The "2013 ACC/AHA Guideline on the Treatment of Blood Cholesterol to Reduce Atherosclerotic Cardiovascular Risk in Adults"22 identified 4 groups of patients for whom net clinical benefit of statin therapy has been demonstrated in randomized clinical trials: (1) patients with clinical ASCVD; (2) individuals with low-density lipoprotein (LDL)-cholesterol ≥190 mg/dL not attributable to secondary causes; (3) patients aged 40 to 75 years with diabetes mellitus and LDL-cholesterol 70 to 189 mg/dL; and (4) patients aged 40 to 75 years with estimated 10-year risk for ASCVD ≥7.5%. The last group represents those patients who need primary prevention of ASCVD as a result of elevated risk attributable to combinations of risk factors in the context of age, sex, and race/ethnicity.

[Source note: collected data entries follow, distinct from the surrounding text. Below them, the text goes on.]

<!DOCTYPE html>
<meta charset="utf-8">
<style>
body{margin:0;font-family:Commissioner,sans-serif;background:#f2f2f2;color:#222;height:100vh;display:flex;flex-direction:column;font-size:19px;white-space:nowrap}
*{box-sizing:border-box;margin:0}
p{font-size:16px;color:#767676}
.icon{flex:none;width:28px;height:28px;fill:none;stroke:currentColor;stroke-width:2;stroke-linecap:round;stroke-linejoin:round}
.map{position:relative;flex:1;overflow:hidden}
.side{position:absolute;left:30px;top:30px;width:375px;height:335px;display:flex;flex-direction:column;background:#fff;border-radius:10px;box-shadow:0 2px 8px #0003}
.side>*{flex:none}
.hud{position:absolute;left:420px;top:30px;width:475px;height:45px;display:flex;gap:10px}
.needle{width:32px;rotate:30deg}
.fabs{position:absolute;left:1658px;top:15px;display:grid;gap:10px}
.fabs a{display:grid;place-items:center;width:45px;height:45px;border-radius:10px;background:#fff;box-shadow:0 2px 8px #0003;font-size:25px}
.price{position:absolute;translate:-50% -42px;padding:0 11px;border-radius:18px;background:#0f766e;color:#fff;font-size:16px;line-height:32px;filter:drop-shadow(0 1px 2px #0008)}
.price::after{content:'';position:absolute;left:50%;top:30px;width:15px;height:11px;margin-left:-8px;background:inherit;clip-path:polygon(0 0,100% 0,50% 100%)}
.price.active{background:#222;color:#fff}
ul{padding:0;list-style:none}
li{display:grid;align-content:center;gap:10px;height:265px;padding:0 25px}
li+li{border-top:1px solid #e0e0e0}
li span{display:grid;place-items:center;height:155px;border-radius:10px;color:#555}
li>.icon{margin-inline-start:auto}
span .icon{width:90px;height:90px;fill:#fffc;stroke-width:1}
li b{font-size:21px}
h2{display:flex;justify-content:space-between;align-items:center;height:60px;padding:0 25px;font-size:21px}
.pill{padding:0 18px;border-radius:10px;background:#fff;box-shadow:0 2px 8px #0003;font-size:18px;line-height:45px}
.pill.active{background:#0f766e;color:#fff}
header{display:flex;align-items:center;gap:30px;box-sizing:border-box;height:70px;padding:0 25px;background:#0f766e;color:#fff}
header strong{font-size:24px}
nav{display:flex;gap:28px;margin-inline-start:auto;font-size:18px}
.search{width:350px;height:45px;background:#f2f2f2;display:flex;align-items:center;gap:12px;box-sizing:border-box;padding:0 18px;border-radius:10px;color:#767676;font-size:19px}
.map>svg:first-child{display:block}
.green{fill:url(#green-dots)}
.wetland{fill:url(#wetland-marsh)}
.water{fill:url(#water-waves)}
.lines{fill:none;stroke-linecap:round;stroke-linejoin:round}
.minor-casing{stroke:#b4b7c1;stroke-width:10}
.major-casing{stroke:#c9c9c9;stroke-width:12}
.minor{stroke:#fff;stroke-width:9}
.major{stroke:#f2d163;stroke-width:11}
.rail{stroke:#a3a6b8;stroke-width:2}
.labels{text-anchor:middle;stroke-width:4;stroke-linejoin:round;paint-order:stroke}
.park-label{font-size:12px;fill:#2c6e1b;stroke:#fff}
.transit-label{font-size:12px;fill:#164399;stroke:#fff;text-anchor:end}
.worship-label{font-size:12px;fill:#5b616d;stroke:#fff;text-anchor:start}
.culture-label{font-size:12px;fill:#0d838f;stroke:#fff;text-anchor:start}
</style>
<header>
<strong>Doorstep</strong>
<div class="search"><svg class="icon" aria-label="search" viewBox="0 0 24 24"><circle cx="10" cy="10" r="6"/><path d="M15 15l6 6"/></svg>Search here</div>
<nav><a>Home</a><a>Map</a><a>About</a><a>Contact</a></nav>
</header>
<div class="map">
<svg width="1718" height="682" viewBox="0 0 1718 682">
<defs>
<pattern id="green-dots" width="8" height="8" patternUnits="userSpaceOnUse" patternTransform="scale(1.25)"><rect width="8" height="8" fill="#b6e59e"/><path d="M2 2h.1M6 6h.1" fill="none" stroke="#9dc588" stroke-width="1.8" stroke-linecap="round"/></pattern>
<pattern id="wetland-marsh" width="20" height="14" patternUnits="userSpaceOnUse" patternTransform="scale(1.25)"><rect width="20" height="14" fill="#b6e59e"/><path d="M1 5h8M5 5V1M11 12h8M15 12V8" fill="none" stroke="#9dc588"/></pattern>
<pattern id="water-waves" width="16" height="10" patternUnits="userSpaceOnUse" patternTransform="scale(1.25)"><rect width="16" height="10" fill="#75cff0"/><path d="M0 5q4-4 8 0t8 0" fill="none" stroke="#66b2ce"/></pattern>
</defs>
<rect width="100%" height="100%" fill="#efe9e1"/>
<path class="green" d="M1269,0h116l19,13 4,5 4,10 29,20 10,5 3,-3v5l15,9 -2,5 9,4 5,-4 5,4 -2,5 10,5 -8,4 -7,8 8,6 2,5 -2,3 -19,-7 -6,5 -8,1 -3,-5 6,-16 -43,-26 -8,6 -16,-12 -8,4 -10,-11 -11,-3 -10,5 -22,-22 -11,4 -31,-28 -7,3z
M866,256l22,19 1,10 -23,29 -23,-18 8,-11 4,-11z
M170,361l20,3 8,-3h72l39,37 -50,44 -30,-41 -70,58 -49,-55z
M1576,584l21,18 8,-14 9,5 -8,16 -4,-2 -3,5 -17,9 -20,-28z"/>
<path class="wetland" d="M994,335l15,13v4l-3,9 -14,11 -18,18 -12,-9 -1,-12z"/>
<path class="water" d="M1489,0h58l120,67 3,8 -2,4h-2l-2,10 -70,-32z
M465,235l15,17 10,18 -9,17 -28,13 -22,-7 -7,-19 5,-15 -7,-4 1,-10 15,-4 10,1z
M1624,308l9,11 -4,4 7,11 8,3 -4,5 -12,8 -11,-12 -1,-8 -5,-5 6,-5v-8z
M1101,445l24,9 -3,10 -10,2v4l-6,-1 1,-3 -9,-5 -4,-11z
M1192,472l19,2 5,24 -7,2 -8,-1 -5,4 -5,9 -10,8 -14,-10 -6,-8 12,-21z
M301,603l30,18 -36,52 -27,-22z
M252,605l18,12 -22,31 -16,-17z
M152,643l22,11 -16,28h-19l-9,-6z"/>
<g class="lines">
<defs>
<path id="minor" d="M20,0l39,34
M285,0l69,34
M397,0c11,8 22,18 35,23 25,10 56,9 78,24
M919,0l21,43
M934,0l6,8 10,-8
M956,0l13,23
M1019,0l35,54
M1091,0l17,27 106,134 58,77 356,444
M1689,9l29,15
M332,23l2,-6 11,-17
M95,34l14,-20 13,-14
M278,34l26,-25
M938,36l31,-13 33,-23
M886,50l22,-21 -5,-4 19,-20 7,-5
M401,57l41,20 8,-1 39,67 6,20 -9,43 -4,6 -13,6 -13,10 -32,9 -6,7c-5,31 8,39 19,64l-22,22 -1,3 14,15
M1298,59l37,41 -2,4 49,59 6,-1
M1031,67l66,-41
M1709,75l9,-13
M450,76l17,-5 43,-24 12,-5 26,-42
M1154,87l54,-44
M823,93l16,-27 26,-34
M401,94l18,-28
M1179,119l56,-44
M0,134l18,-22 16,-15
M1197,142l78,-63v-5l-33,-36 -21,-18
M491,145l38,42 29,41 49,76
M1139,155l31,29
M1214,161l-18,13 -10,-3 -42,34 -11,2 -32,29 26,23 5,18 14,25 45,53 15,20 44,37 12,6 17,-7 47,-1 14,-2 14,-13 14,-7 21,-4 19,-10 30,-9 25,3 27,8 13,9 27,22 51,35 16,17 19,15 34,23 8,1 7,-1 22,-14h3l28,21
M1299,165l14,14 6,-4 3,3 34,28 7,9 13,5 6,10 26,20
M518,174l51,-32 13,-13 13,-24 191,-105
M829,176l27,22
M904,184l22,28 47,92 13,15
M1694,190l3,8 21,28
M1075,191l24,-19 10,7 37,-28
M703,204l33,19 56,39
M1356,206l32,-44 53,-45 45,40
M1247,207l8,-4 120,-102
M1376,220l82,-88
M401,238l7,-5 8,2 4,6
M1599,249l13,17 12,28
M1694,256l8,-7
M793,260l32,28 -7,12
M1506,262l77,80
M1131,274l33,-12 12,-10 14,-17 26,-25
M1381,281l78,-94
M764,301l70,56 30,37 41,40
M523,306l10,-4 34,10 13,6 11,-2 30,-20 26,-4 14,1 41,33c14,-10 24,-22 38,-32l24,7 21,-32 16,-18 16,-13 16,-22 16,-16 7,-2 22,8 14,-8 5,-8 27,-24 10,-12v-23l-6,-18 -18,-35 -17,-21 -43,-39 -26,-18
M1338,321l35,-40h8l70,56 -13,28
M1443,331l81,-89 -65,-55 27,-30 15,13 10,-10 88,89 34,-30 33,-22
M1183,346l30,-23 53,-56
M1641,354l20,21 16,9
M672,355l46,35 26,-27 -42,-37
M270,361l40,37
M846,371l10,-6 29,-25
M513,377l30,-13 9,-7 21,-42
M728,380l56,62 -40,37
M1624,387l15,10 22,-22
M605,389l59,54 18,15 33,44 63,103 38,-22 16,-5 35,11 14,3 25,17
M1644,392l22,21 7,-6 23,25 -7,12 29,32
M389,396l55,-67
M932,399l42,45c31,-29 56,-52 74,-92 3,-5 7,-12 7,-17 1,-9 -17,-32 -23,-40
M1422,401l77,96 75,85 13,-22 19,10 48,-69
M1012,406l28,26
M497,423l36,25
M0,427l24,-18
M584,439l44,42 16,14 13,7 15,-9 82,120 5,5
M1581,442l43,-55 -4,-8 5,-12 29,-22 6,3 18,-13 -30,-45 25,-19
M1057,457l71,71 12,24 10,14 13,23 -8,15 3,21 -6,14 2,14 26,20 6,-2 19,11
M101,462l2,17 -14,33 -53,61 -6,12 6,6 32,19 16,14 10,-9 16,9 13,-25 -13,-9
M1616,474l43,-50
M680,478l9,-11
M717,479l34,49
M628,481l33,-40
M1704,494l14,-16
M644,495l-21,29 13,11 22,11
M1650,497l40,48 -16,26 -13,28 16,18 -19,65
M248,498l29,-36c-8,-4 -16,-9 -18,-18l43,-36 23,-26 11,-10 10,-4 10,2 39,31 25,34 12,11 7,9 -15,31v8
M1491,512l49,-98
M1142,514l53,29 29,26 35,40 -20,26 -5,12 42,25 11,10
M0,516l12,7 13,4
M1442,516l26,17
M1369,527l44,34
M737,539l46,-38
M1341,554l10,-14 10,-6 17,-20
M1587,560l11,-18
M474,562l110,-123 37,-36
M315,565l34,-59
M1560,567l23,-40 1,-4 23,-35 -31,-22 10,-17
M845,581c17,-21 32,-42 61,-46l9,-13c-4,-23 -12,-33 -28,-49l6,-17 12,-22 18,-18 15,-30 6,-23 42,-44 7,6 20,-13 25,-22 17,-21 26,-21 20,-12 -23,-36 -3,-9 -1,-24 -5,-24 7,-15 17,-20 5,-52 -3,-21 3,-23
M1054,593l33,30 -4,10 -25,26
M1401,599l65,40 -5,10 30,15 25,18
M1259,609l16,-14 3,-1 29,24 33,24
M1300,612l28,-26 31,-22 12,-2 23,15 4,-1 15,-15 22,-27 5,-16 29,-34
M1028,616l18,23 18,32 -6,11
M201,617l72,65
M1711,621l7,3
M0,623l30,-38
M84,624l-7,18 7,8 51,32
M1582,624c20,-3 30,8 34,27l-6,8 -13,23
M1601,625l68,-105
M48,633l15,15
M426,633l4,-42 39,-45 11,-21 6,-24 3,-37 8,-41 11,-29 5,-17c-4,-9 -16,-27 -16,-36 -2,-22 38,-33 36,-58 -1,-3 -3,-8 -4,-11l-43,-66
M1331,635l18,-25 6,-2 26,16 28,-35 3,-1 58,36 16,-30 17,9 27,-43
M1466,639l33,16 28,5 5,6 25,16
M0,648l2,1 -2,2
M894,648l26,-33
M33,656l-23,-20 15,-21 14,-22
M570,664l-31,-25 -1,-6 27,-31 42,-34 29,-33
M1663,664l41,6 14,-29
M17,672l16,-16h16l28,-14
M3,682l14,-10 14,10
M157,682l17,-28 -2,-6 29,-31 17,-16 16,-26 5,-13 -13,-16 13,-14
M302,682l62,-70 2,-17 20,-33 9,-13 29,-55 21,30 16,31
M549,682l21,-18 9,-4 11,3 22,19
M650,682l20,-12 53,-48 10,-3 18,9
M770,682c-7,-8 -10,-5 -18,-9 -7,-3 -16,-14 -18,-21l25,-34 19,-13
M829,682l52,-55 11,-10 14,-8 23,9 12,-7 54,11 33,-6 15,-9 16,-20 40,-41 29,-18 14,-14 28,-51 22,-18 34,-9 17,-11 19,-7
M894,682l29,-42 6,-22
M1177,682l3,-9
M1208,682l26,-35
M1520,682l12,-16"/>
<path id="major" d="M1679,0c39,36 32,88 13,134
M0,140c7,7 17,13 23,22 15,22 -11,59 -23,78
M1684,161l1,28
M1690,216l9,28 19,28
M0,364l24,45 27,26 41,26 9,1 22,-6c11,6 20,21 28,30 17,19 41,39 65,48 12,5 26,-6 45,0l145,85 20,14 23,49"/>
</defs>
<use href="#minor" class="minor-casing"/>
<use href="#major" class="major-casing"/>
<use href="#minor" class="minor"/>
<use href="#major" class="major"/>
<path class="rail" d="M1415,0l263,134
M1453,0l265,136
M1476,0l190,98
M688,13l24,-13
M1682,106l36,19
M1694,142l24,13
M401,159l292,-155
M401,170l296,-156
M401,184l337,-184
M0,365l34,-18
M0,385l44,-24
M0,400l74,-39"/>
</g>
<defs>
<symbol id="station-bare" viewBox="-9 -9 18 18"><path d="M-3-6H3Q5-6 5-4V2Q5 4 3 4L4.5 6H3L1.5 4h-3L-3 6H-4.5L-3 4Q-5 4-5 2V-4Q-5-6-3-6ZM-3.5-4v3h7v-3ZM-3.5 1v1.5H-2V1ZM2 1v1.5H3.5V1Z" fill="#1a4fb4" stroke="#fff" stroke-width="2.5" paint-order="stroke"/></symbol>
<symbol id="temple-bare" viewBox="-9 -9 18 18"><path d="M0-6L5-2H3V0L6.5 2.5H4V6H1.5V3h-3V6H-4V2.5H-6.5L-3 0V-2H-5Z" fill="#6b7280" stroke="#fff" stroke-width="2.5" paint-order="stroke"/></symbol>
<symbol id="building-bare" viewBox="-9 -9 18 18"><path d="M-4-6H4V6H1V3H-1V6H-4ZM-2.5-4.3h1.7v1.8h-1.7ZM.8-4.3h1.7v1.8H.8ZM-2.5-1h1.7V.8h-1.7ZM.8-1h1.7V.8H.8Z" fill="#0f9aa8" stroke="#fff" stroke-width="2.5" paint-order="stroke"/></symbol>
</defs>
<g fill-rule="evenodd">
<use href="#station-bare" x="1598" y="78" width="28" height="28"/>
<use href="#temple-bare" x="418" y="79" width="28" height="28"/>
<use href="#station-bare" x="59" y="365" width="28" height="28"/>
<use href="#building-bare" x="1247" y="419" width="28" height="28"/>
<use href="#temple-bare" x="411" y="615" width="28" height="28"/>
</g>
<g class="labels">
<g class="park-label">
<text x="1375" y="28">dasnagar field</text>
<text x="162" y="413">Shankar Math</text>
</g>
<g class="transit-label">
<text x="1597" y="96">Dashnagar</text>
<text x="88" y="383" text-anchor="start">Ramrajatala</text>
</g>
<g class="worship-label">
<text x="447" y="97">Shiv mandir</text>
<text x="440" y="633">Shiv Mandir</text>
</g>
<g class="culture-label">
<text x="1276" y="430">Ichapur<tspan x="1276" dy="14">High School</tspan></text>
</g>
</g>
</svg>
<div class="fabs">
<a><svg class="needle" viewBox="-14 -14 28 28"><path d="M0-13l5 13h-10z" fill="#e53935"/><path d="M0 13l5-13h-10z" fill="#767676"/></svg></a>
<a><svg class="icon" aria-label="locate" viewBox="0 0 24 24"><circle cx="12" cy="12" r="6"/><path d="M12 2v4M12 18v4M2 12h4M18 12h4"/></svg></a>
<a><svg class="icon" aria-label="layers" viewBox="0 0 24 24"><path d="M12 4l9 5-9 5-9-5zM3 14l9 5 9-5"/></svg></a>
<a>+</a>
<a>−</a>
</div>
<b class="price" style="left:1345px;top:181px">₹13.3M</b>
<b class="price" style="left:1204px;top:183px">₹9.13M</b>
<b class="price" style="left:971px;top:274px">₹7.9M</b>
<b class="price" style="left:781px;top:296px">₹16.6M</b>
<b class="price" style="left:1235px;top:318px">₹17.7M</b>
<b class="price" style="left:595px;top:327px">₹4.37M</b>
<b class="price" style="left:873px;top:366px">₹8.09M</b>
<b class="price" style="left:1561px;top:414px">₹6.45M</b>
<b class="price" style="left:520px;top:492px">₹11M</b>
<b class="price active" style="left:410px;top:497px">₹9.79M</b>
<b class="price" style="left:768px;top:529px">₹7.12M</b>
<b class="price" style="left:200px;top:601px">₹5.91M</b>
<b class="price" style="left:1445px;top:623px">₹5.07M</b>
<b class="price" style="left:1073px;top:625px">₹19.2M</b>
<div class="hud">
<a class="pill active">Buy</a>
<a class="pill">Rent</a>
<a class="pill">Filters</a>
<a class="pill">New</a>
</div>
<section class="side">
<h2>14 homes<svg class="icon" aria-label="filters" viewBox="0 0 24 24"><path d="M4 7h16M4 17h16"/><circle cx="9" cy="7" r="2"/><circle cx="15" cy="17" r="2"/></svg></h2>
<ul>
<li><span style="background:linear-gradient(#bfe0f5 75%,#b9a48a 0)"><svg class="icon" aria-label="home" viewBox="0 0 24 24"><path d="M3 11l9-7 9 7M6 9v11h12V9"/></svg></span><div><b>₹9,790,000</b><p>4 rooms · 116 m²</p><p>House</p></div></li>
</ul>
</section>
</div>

Despite the demonstrated benefits of pharmacological interventions (the ABCS), these therapies are often underutilized in populations with existing ASCVD23,24 as well as among higher-risk individuals eligible for primary prevention of ASCVD events.8
 
The Million Hearts Longitudinal ASCVD Risk Assessment Tool
 
Effects of Risk-Reducing Therapies

 
The results of the systematic reviews, which were performed to inform the tool, have been previously published.6 Briefly, from 1967 identified reports, 35 systematic reviews of randomized clinical trials were identified, including 15 reviews of aspirin, 4 of blood pressure–lowering therapy, 12 of statins, and 4 of tobacco cessation drugs. Methodological quality varied, but 30 were judged to be of sufficient quality based on AMSTAR ratings. Using the highest quality evidence, the effects of aspirin, blood pressure–lowering therapy, statins, and smoking cessation on ASCVD risk are summarized in Table 2.